01
Nov
11

How To: Compile and Use Tesseract (3.01) on iOS (SDK 5)

I never thought that my last post would have so much audience. Among other things, it earned me 3 direct job interview offers (1 of  ‘em from Google itself, mantainer of tesseract), an invite to write articles to a TI digital e-magazine and a few digital friends, but that’s something to discuss at other posts. Thank you!

Getting back to what really matters: last post was focused on cross compiling (potentially) any library for iOS (armv6/armv7/i386) and to use as an example I chose Tesseract, which was the library I was using on a work project. But the repercussion was so great and both Tesseract and iOS got newer versions that I’ve decided to write this post specifically about getting Tesseract compiled and using it on your iOS project.

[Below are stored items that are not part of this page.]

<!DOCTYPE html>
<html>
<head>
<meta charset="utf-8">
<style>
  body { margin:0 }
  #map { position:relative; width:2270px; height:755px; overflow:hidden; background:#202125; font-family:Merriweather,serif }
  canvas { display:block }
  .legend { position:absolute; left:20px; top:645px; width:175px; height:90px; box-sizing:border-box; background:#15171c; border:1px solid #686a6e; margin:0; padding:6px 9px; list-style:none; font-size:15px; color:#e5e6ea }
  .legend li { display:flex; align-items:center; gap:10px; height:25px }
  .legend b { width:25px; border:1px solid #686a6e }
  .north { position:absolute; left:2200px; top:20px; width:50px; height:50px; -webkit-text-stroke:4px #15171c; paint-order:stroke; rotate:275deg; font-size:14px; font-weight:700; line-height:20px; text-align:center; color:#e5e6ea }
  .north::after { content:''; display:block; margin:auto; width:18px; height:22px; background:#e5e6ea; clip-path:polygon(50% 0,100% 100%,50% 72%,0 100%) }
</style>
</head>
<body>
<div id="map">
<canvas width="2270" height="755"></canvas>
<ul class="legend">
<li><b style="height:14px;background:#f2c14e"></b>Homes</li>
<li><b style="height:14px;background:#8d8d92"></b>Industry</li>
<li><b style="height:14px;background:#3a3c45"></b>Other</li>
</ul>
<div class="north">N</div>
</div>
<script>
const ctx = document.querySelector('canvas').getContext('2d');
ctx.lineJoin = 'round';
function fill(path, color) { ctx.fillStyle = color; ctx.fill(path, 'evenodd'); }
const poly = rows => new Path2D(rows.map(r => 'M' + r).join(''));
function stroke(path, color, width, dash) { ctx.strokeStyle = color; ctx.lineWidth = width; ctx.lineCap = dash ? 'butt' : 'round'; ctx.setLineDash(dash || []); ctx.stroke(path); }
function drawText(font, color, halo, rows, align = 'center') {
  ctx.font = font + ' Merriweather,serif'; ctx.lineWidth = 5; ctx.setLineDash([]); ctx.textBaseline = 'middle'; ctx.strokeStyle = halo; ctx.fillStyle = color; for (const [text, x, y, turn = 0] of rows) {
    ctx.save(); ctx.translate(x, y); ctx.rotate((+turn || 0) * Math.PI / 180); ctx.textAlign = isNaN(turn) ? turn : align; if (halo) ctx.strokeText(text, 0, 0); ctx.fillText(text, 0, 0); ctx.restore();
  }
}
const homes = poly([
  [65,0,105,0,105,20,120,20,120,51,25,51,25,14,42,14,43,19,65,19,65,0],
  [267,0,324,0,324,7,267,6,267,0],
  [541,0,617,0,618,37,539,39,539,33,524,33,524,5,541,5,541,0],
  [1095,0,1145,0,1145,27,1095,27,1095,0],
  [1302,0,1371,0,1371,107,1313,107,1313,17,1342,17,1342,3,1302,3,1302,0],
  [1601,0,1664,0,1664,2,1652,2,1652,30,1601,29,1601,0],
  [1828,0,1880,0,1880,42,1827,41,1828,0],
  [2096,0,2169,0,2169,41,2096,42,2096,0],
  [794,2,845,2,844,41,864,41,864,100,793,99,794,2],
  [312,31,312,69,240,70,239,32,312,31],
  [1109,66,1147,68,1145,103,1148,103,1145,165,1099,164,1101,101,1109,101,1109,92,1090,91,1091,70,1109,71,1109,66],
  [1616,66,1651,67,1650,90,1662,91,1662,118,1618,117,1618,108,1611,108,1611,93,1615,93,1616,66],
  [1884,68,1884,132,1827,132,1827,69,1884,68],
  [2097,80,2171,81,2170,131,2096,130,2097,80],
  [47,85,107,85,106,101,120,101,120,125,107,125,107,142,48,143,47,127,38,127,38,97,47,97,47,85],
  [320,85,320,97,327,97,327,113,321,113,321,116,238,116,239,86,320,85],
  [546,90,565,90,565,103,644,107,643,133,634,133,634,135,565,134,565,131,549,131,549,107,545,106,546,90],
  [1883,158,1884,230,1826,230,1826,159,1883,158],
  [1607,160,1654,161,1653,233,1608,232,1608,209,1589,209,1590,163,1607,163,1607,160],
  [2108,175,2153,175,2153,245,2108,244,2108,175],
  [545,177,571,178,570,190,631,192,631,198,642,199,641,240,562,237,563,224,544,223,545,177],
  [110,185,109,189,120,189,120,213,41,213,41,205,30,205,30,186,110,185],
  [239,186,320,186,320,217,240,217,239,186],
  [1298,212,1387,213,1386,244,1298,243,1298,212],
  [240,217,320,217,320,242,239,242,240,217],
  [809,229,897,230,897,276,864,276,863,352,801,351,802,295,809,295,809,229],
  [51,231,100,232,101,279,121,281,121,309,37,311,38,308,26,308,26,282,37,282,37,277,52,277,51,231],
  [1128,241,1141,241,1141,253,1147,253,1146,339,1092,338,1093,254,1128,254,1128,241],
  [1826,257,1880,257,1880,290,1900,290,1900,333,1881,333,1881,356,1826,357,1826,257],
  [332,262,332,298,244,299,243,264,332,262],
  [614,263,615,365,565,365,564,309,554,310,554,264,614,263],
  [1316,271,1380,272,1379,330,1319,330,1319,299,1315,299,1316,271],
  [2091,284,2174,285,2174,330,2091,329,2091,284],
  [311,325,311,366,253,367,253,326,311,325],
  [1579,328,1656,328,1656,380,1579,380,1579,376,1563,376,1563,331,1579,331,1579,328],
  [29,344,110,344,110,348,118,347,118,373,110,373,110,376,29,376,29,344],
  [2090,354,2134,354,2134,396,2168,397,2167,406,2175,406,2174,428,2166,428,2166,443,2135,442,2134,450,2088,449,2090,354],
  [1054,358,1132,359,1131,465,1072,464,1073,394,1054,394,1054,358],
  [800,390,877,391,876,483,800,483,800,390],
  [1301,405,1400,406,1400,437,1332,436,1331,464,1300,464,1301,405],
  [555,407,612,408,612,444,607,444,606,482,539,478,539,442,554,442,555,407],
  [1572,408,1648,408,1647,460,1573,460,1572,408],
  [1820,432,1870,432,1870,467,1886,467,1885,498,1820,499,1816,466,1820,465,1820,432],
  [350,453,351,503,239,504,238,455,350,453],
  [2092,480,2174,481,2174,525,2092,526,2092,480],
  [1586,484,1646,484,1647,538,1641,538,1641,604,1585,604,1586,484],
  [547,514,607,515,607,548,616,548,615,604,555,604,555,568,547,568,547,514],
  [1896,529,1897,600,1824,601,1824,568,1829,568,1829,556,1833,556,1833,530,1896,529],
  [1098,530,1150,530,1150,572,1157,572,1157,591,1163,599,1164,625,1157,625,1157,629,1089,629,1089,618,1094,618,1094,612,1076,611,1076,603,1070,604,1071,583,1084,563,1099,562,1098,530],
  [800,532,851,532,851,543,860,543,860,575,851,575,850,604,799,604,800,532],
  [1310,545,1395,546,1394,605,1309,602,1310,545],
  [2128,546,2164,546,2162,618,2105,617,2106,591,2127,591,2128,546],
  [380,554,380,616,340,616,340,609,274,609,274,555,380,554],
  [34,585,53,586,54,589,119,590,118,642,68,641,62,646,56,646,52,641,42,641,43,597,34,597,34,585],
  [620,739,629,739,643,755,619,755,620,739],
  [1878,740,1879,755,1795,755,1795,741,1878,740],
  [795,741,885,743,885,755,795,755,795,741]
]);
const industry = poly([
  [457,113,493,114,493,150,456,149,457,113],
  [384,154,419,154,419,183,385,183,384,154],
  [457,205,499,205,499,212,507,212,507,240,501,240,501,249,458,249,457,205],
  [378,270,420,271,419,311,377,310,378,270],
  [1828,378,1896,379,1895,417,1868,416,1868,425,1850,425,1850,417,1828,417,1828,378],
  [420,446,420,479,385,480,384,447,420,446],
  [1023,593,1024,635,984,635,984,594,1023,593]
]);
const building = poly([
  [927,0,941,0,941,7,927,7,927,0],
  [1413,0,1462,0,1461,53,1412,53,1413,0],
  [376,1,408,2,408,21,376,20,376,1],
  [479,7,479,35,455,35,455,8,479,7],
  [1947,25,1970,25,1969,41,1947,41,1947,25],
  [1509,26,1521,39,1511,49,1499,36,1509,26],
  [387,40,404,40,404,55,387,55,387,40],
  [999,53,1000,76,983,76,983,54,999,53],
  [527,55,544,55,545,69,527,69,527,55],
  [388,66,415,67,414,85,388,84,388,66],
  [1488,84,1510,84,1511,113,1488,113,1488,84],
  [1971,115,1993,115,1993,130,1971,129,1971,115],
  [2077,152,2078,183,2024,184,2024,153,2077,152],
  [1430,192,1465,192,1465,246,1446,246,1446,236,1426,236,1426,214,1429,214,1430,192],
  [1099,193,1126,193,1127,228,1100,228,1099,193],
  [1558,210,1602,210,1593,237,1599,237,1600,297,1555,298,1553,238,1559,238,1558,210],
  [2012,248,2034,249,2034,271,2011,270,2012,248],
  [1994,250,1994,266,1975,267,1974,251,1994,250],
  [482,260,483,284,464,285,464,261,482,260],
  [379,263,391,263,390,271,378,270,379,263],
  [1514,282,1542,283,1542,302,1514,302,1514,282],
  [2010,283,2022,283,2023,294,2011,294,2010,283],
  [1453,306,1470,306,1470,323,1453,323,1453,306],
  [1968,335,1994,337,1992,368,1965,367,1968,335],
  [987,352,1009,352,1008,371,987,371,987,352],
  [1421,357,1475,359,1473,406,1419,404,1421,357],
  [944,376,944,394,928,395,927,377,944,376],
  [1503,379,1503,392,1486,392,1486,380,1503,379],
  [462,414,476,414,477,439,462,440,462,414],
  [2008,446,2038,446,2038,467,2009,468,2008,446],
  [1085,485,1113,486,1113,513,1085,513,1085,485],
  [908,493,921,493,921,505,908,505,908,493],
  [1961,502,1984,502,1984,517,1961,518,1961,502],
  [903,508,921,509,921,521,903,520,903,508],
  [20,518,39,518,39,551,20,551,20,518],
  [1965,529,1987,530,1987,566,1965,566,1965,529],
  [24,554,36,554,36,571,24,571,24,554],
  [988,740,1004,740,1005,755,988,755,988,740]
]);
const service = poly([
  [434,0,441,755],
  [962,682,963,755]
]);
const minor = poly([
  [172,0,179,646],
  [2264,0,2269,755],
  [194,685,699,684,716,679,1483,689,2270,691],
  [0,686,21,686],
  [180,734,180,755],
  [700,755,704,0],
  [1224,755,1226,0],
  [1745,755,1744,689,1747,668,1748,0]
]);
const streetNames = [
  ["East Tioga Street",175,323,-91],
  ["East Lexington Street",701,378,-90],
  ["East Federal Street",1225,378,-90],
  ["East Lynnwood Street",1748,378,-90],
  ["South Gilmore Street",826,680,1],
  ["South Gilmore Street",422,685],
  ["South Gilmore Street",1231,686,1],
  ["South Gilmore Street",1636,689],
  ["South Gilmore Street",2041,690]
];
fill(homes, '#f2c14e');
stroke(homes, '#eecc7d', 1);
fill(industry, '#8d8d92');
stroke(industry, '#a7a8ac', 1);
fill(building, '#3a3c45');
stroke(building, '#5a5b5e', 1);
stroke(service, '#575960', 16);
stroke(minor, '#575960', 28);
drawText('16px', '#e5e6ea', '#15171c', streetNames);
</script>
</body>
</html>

As stated earlier, Tesseract has been officially launched at version 3.01 (that now uses an autogen.sh setup script and an improved configure script ) and iOS has received a major upgrade, version 5.0. As you may guess, these changes broke my script!


So let’s restart this party! (or: Compiling Tesseract 3.01 for iOS SDK 5.0)

The basics about the script were explained at last post and I’ll be just covering the changes and how to use it.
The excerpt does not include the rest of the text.